Exercise instructions:
Treat the line with "m²</p><p>Glen Ayre Drive</p></div></li>" as the starting point. Write it out and every line after it through the end of the listing below, exactly.

Material for the task:
<<<<

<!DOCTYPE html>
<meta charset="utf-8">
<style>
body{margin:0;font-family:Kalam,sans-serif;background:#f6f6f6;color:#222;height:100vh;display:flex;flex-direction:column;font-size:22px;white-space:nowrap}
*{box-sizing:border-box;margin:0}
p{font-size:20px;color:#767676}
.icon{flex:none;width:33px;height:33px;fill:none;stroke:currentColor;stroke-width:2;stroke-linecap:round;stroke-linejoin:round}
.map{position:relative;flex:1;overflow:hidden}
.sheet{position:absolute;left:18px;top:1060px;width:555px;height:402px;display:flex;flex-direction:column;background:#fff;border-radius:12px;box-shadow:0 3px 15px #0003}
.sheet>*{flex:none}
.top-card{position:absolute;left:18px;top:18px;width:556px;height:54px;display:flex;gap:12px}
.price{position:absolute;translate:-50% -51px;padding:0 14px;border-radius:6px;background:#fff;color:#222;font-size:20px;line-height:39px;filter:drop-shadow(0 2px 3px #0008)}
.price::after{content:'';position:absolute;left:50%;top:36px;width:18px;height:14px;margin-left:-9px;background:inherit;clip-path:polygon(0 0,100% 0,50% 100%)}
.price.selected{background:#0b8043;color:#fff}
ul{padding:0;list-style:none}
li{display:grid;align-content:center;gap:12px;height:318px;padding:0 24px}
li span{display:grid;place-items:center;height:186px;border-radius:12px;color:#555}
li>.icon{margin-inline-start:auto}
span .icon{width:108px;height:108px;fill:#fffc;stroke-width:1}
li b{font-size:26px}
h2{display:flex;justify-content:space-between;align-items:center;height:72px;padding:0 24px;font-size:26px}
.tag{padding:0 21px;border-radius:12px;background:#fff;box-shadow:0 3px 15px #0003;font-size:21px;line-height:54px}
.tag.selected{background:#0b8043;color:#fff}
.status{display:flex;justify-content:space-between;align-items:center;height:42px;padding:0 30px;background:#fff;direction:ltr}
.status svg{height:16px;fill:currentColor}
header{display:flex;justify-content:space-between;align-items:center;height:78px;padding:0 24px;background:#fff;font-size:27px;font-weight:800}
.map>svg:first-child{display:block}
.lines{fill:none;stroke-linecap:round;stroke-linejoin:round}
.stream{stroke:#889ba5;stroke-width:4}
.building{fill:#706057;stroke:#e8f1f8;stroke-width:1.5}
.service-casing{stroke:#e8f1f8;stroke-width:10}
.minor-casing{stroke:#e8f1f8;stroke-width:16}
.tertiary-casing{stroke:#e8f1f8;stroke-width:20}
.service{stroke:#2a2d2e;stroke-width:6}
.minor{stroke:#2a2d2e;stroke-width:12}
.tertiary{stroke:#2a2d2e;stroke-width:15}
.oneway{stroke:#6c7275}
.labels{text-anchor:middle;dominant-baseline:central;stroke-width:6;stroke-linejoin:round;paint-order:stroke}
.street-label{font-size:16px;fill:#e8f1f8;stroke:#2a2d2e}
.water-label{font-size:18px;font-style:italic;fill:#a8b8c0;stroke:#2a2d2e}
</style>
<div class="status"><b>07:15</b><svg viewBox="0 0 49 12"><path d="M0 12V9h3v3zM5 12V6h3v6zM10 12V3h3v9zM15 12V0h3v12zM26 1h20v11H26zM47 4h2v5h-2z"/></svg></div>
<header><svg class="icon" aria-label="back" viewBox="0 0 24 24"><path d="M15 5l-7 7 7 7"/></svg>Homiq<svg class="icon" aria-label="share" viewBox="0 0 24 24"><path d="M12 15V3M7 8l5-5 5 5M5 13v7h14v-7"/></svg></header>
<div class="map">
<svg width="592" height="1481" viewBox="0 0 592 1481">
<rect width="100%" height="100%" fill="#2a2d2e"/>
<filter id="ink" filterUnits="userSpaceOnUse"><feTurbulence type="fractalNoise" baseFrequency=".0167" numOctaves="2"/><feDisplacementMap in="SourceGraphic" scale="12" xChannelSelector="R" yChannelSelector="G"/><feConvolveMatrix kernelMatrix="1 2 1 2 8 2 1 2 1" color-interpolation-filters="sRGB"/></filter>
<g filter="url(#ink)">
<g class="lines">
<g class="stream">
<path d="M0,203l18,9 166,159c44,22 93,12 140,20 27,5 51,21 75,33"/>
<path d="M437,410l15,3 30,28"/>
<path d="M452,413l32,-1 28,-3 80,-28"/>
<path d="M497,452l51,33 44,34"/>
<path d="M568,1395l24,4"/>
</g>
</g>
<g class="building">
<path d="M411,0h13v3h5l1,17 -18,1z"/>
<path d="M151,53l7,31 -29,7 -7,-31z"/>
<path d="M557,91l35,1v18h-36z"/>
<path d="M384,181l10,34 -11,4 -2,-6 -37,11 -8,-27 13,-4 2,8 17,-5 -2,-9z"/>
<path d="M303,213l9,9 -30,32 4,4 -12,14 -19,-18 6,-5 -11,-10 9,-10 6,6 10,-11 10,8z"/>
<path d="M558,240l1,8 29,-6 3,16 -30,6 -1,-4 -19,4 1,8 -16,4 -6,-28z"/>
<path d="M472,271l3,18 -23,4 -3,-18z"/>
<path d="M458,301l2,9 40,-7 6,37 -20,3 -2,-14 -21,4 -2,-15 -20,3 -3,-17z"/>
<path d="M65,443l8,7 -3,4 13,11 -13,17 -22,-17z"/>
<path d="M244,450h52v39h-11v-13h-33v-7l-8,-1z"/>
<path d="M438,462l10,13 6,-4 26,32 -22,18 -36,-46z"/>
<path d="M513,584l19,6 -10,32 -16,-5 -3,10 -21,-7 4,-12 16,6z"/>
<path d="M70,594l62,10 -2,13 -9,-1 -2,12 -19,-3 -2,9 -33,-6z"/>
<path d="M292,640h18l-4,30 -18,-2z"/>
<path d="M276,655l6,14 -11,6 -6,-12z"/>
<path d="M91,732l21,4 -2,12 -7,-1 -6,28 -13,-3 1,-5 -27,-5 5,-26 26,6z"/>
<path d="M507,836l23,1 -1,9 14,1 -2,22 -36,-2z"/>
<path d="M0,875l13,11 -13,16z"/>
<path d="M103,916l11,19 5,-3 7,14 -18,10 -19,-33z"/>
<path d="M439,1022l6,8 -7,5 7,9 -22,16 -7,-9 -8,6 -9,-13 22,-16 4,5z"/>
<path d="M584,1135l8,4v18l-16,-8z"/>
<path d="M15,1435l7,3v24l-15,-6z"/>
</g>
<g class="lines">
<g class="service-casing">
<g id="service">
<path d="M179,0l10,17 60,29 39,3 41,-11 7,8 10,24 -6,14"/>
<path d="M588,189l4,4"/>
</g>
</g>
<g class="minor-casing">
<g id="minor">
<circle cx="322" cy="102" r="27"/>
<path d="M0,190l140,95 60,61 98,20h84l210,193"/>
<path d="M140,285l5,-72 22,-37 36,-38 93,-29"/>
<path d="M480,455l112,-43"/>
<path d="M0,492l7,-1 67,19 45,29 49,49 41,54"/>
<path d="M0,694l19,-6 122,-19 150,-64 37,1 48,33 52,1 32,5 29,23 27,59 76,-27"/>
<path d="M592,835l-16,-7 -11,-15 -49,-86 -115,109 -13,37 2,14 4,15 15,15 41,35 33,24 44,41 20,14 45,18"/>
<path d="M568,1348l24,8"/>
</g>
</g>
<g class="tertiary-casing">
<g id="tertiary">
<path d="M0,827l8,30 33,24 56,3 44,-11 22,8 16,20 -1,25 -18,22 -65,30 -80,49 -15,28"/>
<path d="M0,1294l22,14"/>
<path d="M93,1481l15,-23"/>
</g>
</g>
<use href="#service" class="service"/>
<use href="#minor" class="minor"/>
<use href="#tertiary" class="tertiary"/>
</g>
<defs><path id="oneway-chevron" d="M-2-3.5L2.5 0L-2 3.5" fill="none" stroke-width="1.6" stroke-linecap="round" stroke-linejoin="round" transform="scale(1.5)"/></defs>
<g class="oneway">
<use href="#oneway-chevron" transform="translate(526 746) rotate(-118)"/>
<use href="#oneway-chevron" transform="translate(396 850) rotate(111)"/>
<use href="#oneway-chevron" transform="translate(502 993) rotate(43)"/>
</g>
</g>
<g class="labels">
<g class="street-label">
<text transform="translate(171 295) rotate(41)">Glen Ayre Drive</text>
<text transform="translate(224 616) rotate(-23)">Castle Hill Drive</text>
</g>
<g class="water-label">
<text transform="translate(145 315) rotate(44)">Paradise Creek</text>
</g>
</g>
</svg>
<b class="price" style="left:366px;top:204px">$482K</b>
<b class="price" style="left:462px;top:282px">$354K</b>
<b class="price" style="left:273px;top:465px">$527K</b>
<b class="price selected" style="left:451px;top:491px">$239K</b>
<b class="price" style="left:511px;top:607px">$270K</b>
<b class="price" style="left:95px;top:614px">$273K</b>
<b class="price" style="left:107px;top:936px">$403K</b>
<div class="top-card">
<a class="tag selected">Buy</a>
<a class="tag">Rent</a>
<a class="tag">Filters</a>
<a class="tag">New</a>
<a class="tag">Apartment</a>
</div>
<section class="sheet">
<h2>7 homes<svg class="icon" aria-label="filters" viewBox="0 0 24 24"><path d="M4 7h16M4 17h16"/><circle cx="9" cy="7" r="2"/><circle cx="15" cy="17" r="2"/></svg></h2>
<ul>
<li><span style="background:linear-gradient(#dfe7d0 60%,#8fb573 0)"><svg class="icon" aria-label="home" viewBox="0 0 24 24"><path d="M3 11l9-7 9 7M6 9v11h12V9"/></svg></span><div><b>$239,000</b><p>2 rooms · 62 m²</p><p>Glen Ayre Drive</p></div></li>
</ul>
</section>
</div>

>>>>

Expected output:
<li><span style="background:linear-gradient(#dfe7d0 60%,#8fb573 0)"><svg class="icon" aria-label="home" viewBox="0 0 24 24"><path d="M3 11l9-7 9 7M6 9v11h12V9"/></svg></span><div><b>$239,000</b><p>2 rooms · 62 m²</p><p>Glen Ayre Drive</p></div></li>
</ul>
</section>
</div>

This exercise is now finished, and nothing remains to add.